→ Required action
Transcribe every line of the material below exactly, leaving out the pictures.

→ The input
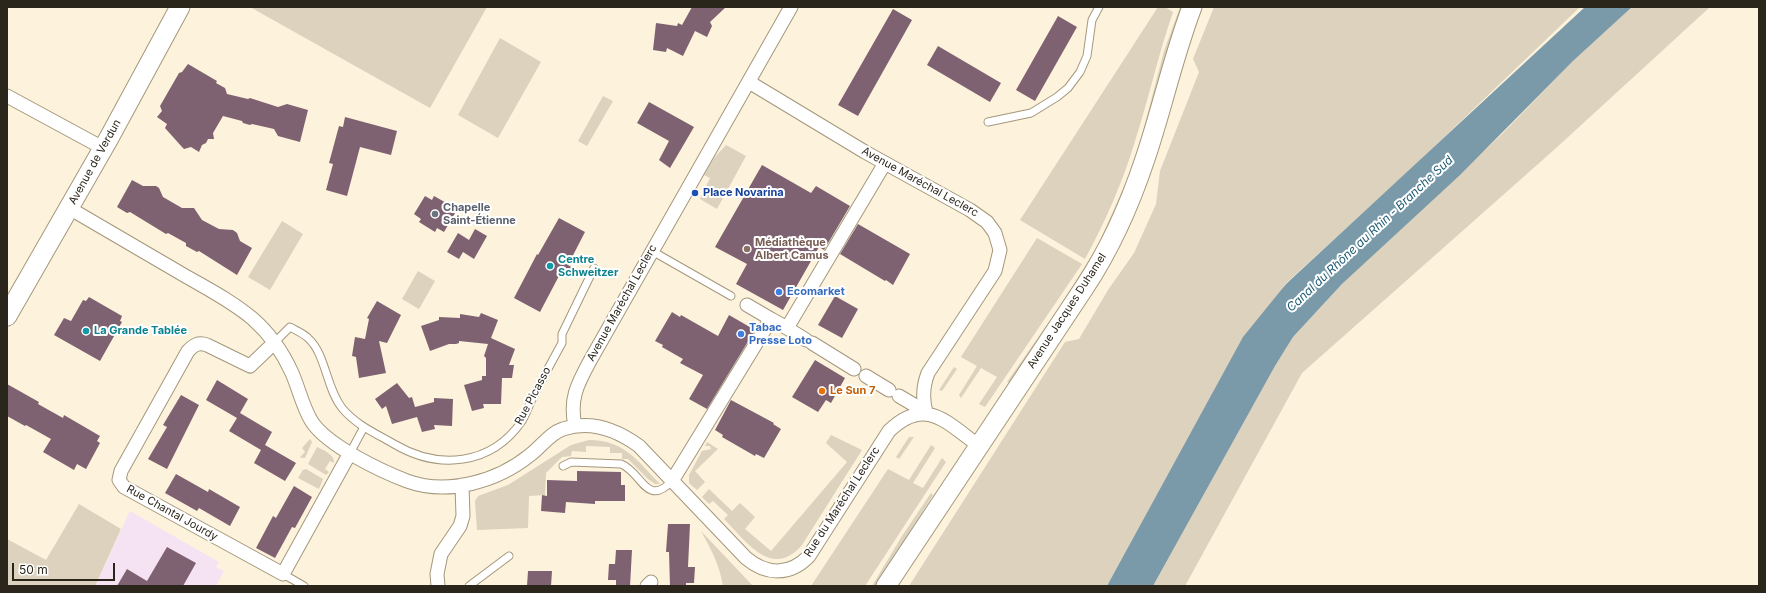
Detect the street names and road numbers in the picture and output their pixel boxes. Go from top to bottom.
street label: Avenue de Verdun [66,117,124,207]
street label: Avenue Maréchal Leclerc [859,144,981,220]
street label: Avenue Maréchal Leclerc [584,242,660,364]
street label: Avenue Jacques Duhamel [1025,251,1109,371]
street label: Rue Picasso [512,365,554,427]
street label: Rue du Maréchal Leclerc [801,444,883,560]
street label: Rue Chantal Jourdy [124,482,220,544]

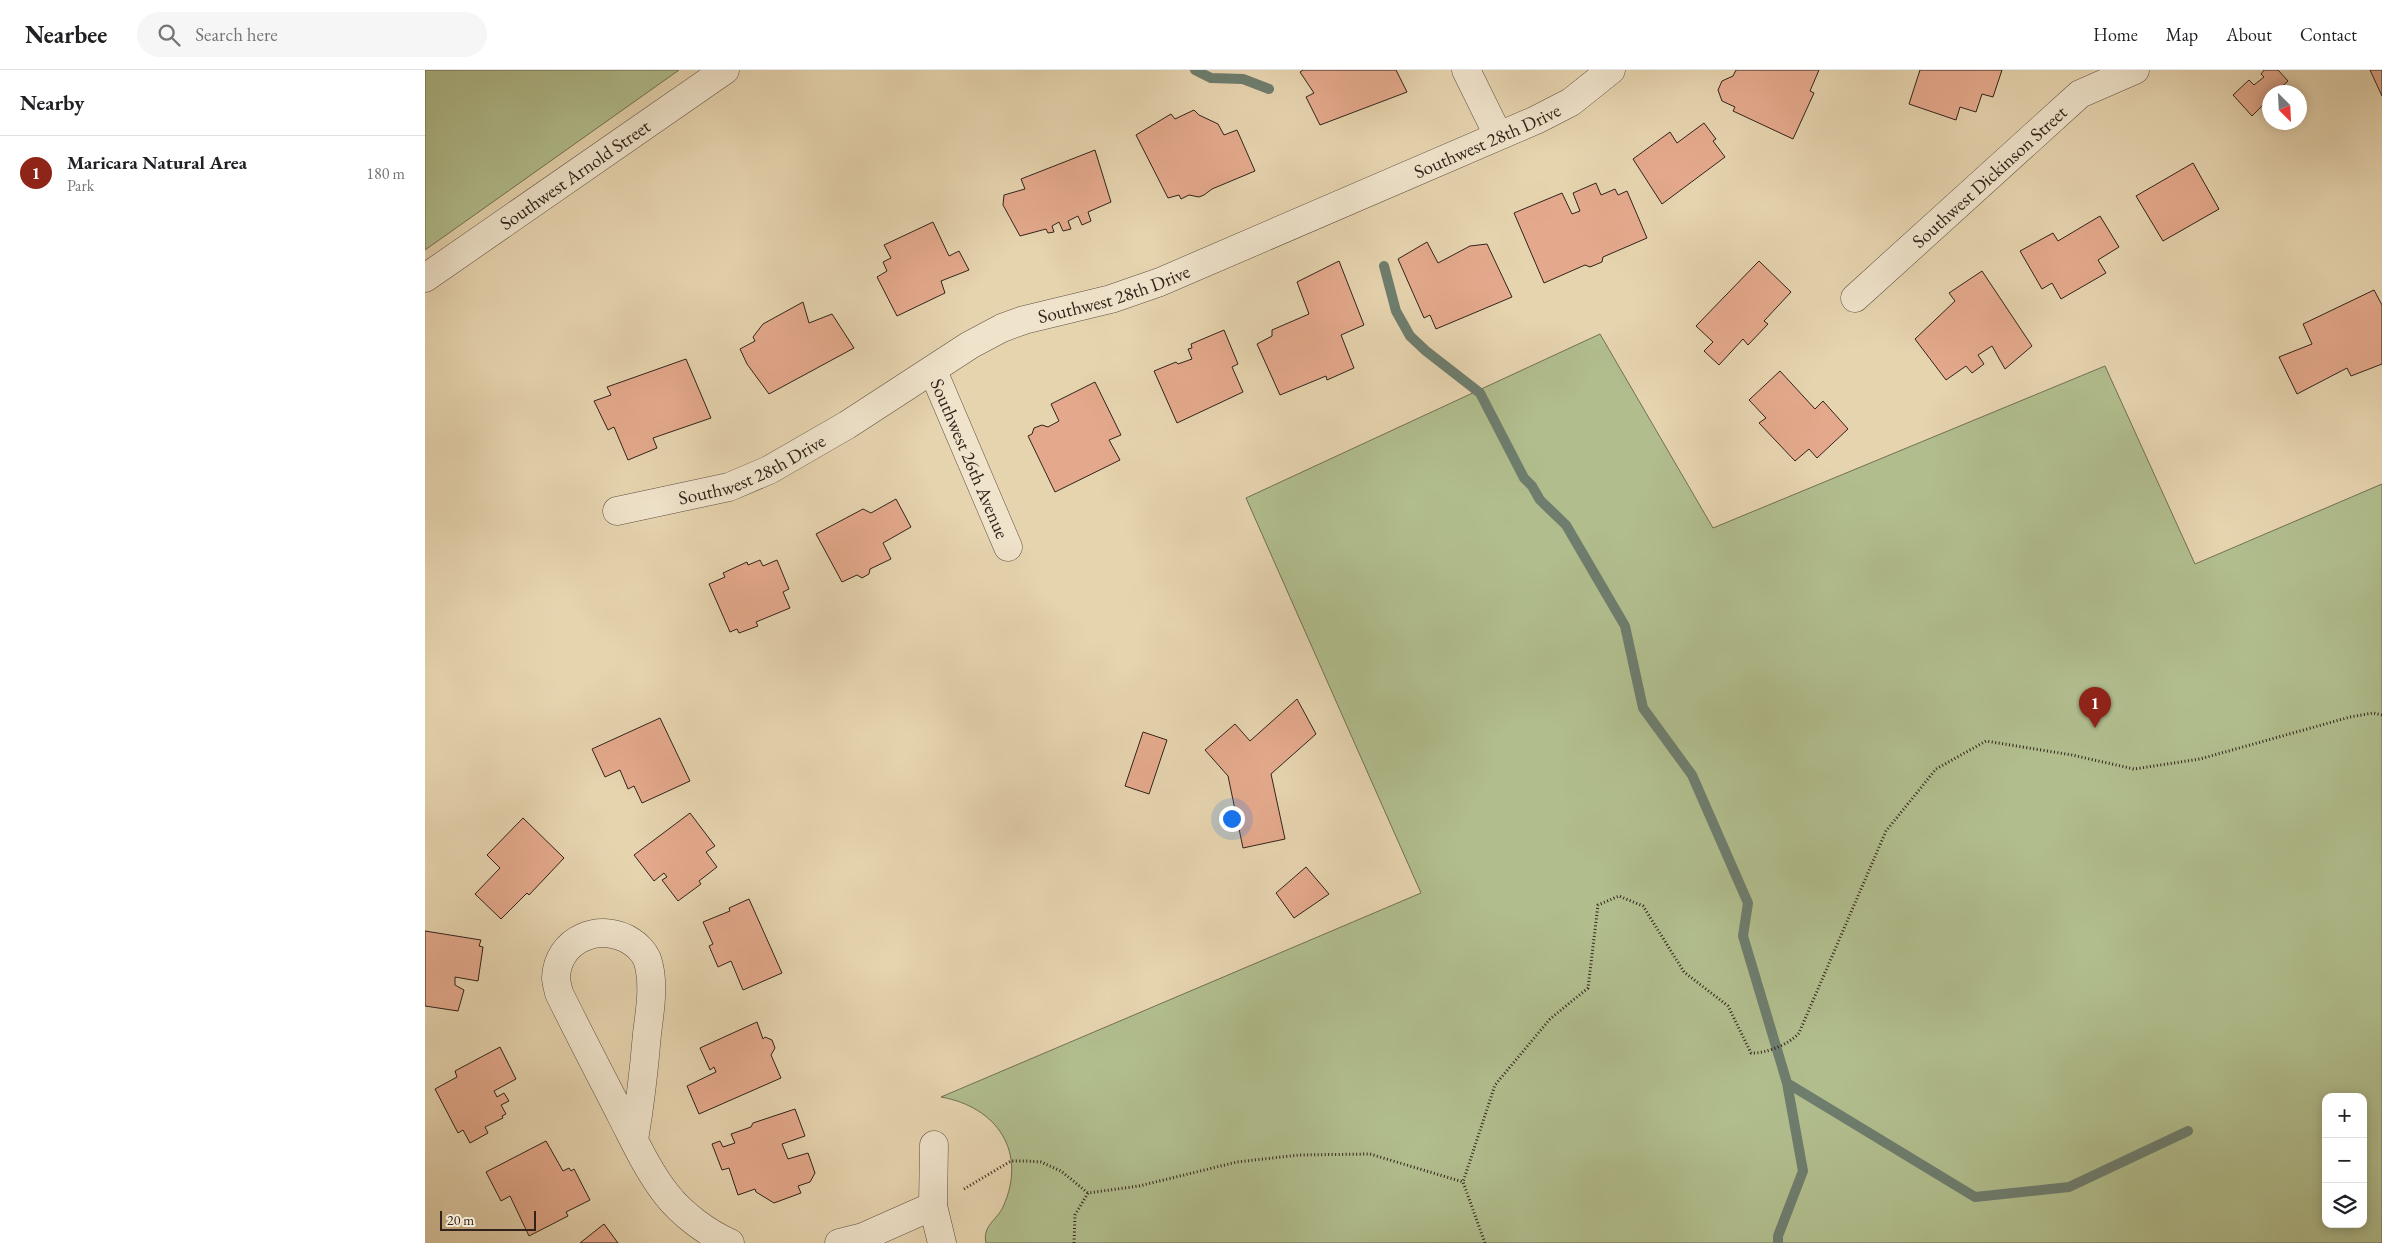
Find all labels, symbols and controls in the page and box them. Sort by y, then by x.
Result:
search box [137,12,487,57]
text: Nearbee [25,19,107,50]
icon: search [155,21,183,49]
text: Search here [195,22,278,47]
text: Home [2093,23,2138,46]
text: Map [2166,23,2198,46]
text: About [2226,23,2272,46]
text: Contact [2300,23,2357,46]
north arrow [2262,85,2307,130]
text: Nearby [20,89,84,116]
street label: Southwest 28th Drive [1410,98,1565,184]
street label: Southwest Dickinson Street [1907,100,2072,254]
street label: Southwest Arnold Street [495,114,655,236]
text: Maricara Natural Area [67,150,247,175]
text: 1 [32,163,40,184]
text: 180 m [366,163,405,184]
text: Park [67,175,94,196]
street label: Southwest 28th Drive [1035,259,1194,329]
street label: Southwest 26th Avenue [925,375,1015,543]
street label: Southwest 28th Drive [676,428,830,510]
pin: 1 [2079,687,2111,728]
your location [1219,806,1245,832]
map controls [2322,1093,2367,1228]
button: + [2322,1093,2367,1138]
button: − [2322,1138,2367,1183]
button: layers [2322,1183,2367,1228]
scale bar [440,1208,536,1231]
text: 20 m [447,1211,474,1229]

→ Final answer
Detect the street names and road numbers in the picture and output their pixel boxes. Go from top to bottom.
street label: Avenue de Verdun [66,117,124,207]
street label: Avenue Maréchal Leclerc [859,144,981,220]
street label: Avenue Maréchal Leclerc [584,242,660,364]
street label: Avenue Jacques Duhamel [1025,251,1109,371]
street label: Rue Picasso [512,365,554,427]
street label: Rue du Maréchal Leclerc [801,444,883,560]
street label: Rue Chantal Jourdy [124,482,220,544]

Find all labels, symbols and controls in the page and box them. Sort by y, then by x.
Result:
search box [137,12,487,57]
text: Nearbee [25,19,107,50]
icon: search [155,21,183,49]
text: Search here [195,22,278,47]
text: Home [2093,23,2138,46]
text: Map [2166,23,2198,46]
text: About [2226,23,2272,46]
text: Contact [2300,23,2357,46]
north arrow [2262,85,2307,130]
text: Nearby [20,89,84,116]
street label: Southwest 28th Drive [1410,98,1565,184]
street label: Southwest Dickinson Street [1907,100,2072,254]
street label: Southwest Arnold Street [495,114,655,236]
text: Maricara Natural Area [67,150,247,175]
text: 1 [32,163,40,184]
text: 180 m [366,163,405,184]
text: Park [67,175,94,196]
street label: Southwest 28th Drive [1035,259,1194,329]
street label: Southwest 26th Avenue [925,375,1015,543]
street label: Southwest 28th Drive [676,428,830,510]
pin: 1 [2079,687,2111,728]
your location [1219,806,1245,832]
map controls [2322,1093,2367,1228]
button: + [2322,1093,2367,1138]
button: − [2322,1138,2367,1183]
button: layers [2322,1183,2367,1228]
scale bar [440,1208,536,1231]
text: 20 m [447,1211,474,1229]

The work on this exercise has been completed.